Devoted as he was to the celebration of the Mass - and disappointed by the decline in church attendance, especially by his beloved young people - Costello did not conform rigidly to liturgical rules. He would change or eliminate specified scriptural readings, notably passages he abhorred from the Old Testament. He gave brief and cogent sermons and liked to greet parishioners cheerfully as he left the altar in procession.
Even in old age, Costello continued to draw on his constant reading on theology and church affairs. He had absorbed the spirit of the Second Vatican Council (1962-65), believing strongly in its emphasis on ecumenism and friendly relations with other religions. The council's document on the church in the modern world influenced all his views.
Costello's cultivation of people with power extended to some members of the hierarchy, including cardinals and papal representatives to Australia. This did not spare some from his privately expressed critiques of their shortcomings.

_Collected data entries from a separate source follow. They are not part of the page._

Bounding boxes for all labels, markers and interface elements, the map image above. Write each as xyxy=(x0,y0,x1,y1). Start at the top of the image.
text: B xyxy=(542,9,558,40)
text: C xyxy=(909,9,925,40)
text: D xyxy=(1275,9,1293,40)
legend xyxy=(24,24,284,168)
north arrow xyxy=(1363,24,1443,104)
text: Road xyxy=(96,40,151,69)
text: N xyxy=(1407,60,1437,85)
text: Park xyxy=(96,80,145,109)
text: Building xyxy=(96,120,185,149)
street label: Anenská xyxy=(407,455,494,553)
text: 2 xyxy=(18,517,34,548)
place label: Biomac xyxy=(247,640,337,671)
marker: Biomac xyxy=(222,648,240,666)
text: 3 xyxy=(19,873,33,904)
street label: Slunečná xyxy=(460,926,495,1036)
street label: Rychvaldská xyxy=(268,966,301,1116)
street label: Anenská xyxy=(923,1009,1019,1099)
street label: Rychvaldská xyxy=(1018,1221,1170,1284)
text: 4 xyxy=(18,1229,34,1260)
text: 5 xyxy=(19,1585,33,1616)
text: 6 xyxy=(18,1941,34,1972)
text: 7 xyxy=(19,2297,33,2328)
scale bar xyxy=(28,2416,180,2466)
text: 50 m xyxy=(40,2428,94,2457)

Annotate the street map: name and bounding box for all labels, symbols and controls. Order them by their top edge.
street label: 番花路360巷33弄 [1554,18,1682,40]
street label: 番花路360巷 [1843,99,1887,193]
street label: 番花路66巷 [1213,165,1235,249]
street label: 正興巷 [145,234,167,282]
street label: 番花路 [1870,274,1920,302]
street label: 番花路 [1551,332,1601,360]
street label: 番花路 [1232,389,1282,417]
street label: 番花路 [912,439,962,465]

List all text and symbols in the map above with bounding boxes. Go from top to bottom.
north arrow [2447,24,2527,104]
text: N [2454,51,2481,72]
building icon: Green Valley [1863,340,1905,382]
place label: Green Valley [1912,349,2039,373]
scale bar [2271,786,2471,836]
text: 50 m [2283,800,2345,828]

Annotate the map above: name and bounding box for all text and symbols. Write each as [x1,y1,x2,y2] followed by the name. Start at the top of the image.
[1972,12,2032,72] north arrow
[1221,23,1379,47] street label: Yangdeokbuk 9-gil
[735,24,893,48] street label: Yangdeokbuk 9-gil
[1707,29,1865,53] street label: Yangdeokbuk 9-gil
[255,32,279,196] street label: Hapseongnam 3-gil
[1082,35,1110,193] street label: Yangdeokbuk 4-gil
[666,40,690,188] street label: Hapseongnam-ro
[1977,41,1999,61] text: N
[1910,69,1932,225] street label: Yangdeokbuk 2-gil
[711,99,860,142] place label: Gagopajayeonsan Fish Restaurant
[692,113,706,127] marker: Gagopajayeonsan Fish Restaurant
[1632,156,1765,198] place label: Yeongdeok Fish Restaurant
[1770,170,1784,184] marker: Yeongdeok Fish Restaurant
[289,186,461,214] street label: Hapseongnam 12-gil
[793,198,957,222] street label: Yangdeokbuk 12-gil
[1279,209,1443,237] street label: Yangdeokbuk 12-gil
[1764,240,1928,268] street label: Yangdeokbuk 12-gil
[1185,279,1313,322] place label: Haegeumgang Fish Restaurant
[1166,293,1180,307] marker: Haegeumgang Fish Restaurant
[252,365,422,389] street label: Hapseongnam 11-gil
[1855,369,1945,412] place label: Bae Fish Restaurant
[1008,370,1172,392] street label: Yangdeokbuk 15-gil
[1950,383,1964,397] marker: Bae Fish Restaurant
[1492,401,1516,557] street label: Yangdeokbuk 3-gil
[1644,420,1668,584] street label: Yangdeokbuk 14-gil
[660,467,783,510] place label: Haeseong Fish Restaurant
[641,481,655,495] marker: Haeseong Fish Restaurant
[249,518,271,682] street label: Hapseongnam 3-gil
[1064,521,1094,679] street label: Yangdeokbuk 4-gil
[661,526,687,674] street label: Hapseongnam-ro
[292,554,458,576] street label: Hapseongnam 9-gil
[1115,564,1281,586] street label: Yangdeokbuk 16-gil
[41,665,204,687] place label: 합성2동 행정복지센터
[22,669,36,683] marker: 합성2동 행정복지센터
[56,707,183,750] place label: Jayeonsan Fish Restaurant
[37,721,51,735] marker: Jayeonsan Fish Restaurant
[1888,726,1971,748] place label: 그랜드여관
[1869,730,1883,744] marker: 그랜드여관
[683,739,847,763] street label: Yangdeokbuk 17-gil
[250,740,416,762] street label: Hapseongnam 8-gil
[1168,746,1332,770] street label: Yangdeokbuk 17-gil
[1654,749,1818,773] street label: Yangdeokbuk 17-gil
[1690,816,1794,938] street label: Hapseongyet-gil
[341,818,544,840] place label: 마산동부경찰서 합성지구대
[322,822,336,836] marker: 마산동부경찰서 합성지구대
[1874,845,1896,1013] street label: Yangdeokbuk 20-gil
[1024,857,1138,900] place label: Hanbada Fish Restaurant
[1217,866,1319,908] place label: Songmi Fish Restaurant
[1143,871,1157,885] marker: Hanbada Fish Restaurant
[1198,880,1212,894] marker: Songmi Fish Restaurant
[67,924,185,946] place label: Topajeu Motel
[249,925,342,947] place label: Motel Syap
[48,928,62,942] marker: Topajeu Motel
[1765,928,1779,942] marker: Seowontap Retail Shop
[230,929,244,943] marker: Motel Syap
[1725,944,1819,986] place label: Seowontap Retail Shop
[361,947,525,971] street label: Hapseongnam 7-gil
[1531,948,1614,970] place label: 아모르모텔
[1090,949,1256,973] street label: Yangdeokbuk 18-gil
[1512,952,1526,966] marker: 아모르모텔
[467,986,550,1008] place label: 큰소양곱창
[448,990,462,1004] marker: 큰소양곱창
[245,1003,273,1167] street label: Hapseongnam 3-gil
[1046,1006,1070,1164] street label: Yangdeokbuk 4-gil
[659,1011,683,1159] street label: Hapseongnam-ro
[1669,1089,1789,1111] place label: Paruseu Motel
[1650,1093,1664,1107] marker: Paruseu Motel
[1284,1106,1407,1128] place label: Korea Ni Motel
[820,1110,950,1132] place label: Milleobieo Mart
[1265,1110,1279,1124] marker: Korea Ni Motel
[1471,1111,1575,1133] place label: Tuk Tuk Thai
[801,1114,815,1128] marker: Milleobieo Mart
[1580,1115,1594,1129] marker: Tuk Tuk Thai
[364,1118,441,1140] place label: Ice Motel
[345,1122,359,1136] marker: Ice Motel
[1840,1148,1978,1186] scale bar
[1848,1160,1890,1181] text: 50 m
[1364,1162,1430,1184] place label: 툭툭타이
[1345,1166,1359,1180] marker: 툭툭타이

He made much of brief private audiences he had with popes Paul VI (his favourite) in Sydney and John Paul II in Rome. In his final months he rejoiced in the election of Pope Francis, the first Jesuit to reach that high office.
A source of great pleasure near the end of his life was seeing his best-known Riverview protege, Tony Abbott, become prime minister. He had recognised the future leader's potential as a teenager and continued to be his counsellor and friend in his times as a university student, Rhodes Scholar, seminarian, journalist and parliamentarian. In turn, Abbott, who saw Costello as a second father figure, was one of his most loyal visitors in the last months and days of his life. He attended and spoke at his funeral.
Emmet Costello is survived by his sister, Maureen.